Why SUM(null) is not 0 in Oracle? - sql

It would be appreciated explaining the internal functionality of SUM function in Oracle, when encountering null values:
The result of
select sum(null) from dual;
is null
But when a null value is in a sequence of values (like sum of a null-able column), the calculated value of null value will be 0
select sum(value) from
(
select case when mod(level , 2) = 0 then null else level end as value from dual
connect by level <= 10
)
is 25
This will be more interesting when seeing the result of
select (1 + null) from dual
is null
As any operation with null will result null (except is null operator).
==========================
Some update due to comments:
create table odd_table as select sum(null) as some_name from dual;
Will result:
create table ODD_TABLE
(
some_name NUMBER
)
Why some_name column is of type number?

If you are looking for a rationale for this behaviour, then it is to be found in the ANSI SQL standards which dictate that aggregate operators ignore NULL values.
If you wanted to override that behaviour then you're free to:
Sum(Coalesce(<expression>,0))
... although it would make more sense with Sum() to ...
Coalesce(Sum(<expression>),0)
You might more meaningfully:
Avg(Coalesce(<expression>,0))
... or ...
Min(Coalesce(<expression,0))
Other ANSI aggregation quirks:
Count() never returns null (or negative, of course)
Selecting only aggregation functions without a Group By will always return a single row, even if there is no data from which to select.
So ...
Coalesce(Count(<expression>),0)
... is a waste of a good coalesce.

SQL does not treat NULL values as zeros when calculating SUM, it ignores them:
Returns the sum of all the values, or only the DISTINCT values, in the expression. Null values are ignored.
This makes a difference only in one case - when the sequence being totalled up does not contain numeric items, only NULLs: if at least one number is present, the result is going to be numeric.

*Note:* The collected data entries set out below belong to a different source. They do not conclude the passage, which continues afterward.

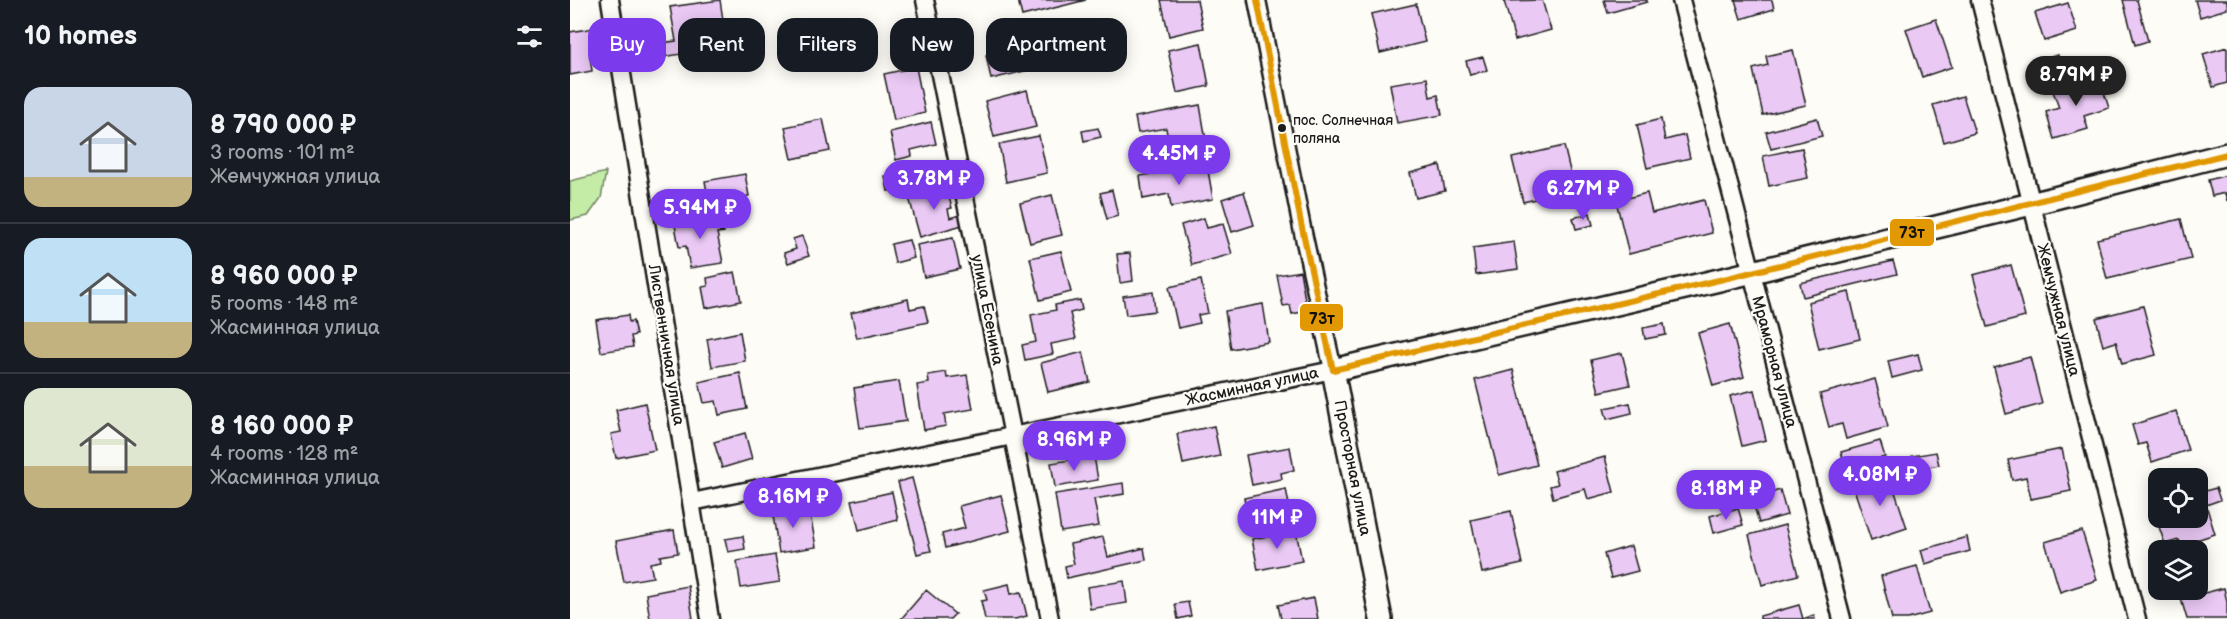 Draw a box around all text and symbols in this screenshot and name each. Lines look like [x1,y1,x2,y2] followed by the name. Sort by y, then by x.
[588,18,666,72] chip: Buy
[678,18,765,72] chip: Rent
[777,18,878,72] chip: Filters
[890,18,974,72] chip: New
[986,18,1127,72] chip: Apartment
[513,20,546,53] icon: filters
[24,21,137,52] text: 10 homes
[2021,56,2131,107] pin: 8.79M ₽
[2039,63,2113,87] text: 8.79M ₽
[210,110,356,141] text: 8 790 000 ₽
[72,111,144,183] icon: home
[1293,112,1394,147] place label: пос. Солнечная поляна
[1276,122,1288,134] marker: пос. Солнечная поляна
[1124,135,1234,186] pin: 4.45M ₽
[210,141,355,165] text: 3 rooms · 101 m²
[1142,142,1216,166] text: 4.45M ₽
[879,160,989,211] pin: 3.78M ₽
[210,165,380,189] text: Жемчужная улица
[897,167,971,191] text: 3.78M ₽
[1528,170,1638,221] pin: 6.27M ₽
[1546,177,1620,201] text: 6.27M ₽
[645,189,755,240] pin: 5.94M ₽
[663,196,737,220] text: 5.94M ₽
[1889,218,1935,247] line badge: 73т
[1899,224,1925,243] text: 73т
[2032,242,2084,379] street label: Жемчужная улица
[967,253,1007,367] street label: улица Есенина
[210,261,358,292] text: 8 960 000 ₽
[72,262,144,334] icon: home
[644,262,688,428] street label: Лиственничная улица
[210,292,358,316] text: 5 rooms · 148 m²
[1747,294,1801,431] street label: Мраморная улица
[1299,303,1344,332] line badge: 73т
[1309,310,1335,329] text: 73т
[210,316,380,340] text: Жасминная улица
[1184,363,1321,410] street label: Жасминная улица
[1330,399,1375,538] street label: Просторная улица
[210,411,353,442] text: 8 160 000 ₽
[72,412,144,484] icon: home
[1019,421,1129,472] pin: 8.96M ₽
[1037,428,1111,452] text: 8.96M ₽
[210,442,358,466] text: 4 rooms · 128 m²
[1825,456,1935,507] pin: 4.08M ₽
[1843,463,1917,487] text: 4.08M ₽
[210,466,380,490] text: Жасминная улица
[2148,468,2208,600] map controls
[2148,468,2208,528] button: locate
[1671,470,1781,521] pin: 8.18M ₽
[1690,477,1762,501] text: 8.18M ₽
[738,478,848,529] pin: 8.16M ₽
[757,485,829,509] text: 8.16M ₽
[1235,499,1319,550] pin: 11M ₽
[1251,506,1303,530] text: 11M ₽
[2148,540,2208,600] button: layers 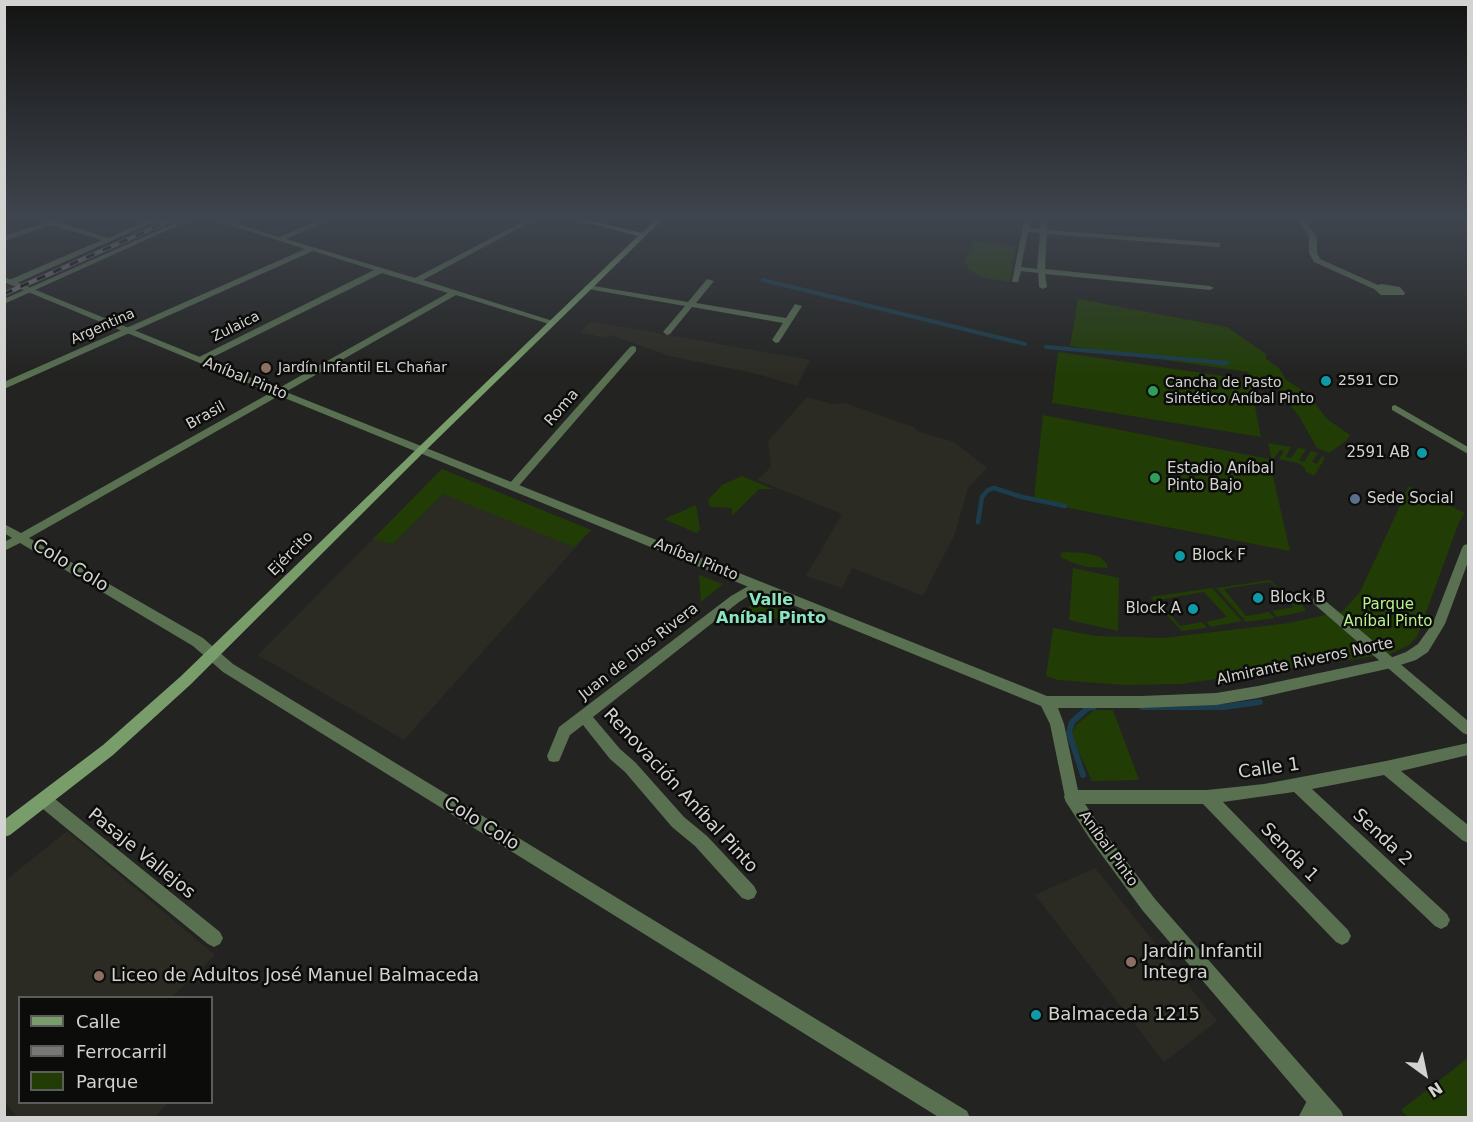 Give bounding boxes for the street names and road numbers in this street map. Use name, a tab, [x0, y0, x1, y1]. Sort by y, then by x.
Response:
street label: Argentina	[68, 305, 138, 349]
street label: Zulaica	[209, 308, 263, 346]
street label: Aníbal Pinto	[200, 354, 290, 404]
street label: Roma	[541, 386, 583, 430]
street label: Brasil	[183, 398, 229, 434]
street label: Ejército	[265, 528, 317, 580]
street label: Colo Colo	[28, 535, 112, 597]
street label: Aníbal Pinto	[651, 535, 741, 585]
street label: Juan de Dios Rivera	[576, 600, 702, 704]
street label: Almirante Riveros Norte	[1215, 634, 1395, 690]
street label: Renovación Aníbal Pinto	[598, 704, 762, 878]
street label: Calle 1	[1237, 754, 1301, 784]
street label: Colo Colo	[439, 792, 523, 856]
street label: Pasaje Vallejos	[83, 804, 199, 904]
street label: Senda 2	[1348, 805, 1416, 871]
street label: Aníbal Pinto	[1075, 808, 1141, 890]
street label: Senda 1	[1256, 819, 1322, 887] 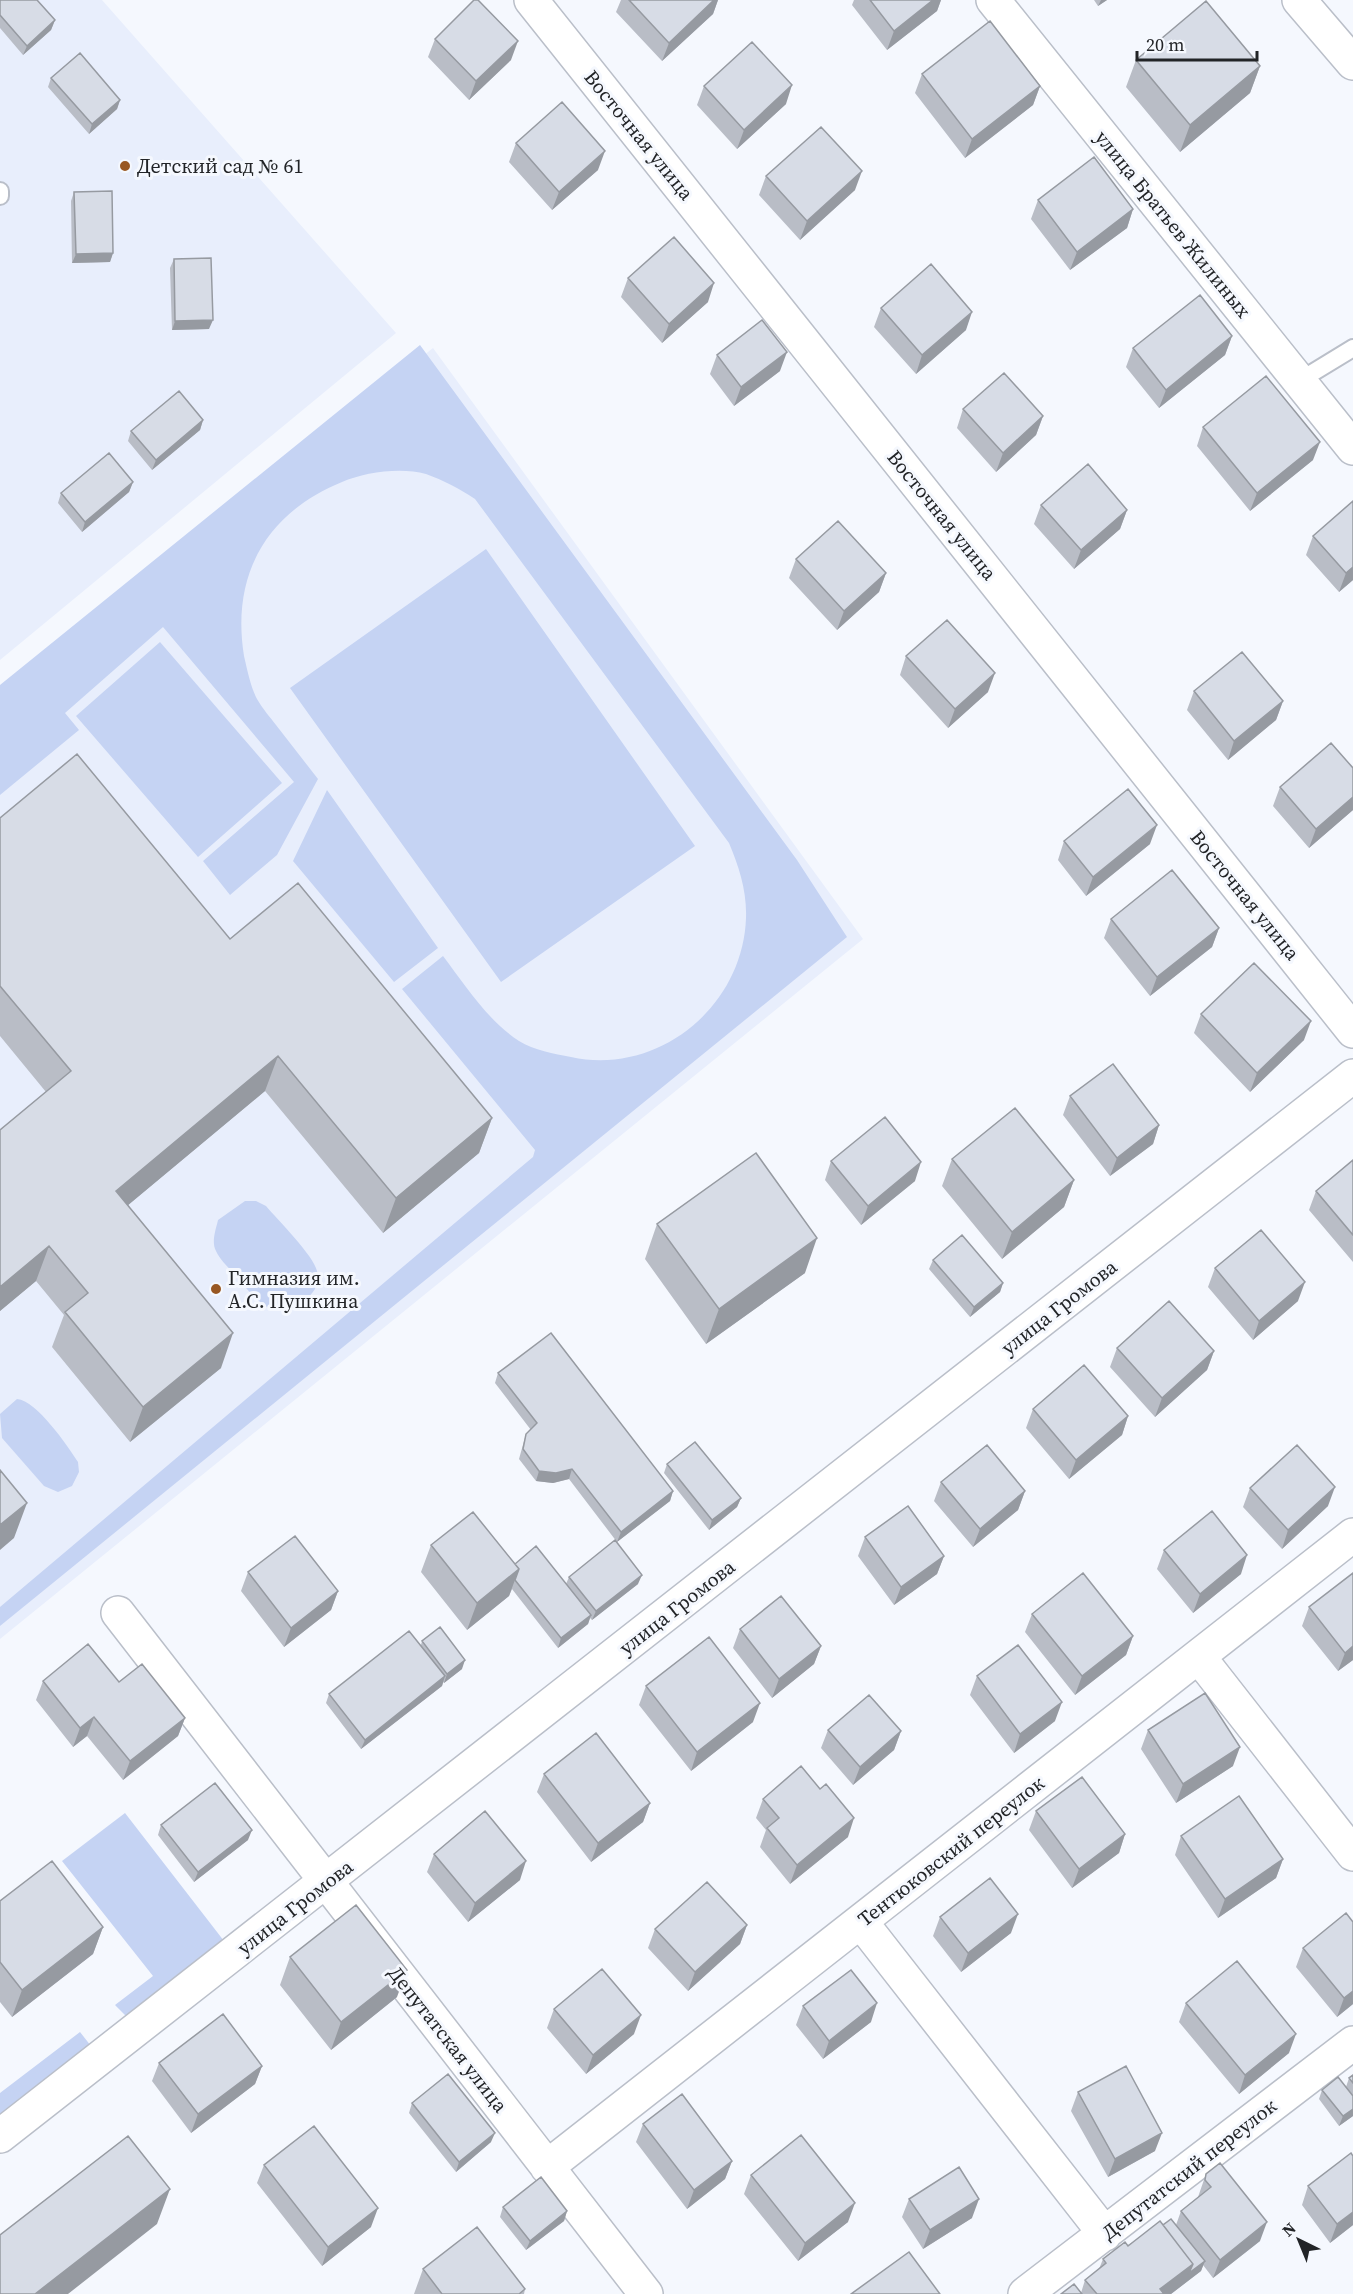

You're looking at this the wrong way around. SUM() operates on a column, and ignores nulls.
To quote from the documentation:
This function takes as an argument any numeric data type or any nonnumeric data type that can be implicitly converted to a numeric data type. The function returns the same data type as the numeric data type of the argument.
A NULL has no data-type, and so your first example must return null; as a NULL is not numeric.
Your second example sums the numeric values in the column. The sum of 0 + null + 1 + 2 is 3; the NULL simply means that a number does not exist here.
Your third example is not an operation on a column; remove the SUM() and the answer will be the same as nothingness + 1 is still nothingness. You can't cast a NULL to an empty number as you can with a string as there's no such thing as an empty number. It either exists or it doesn't.

Arithmetic aggregate functions ignore nulls.
SUM() ignores them
AVG() calculates the average as if the null rows didn't exist (nulls don't count in the total or the divisor)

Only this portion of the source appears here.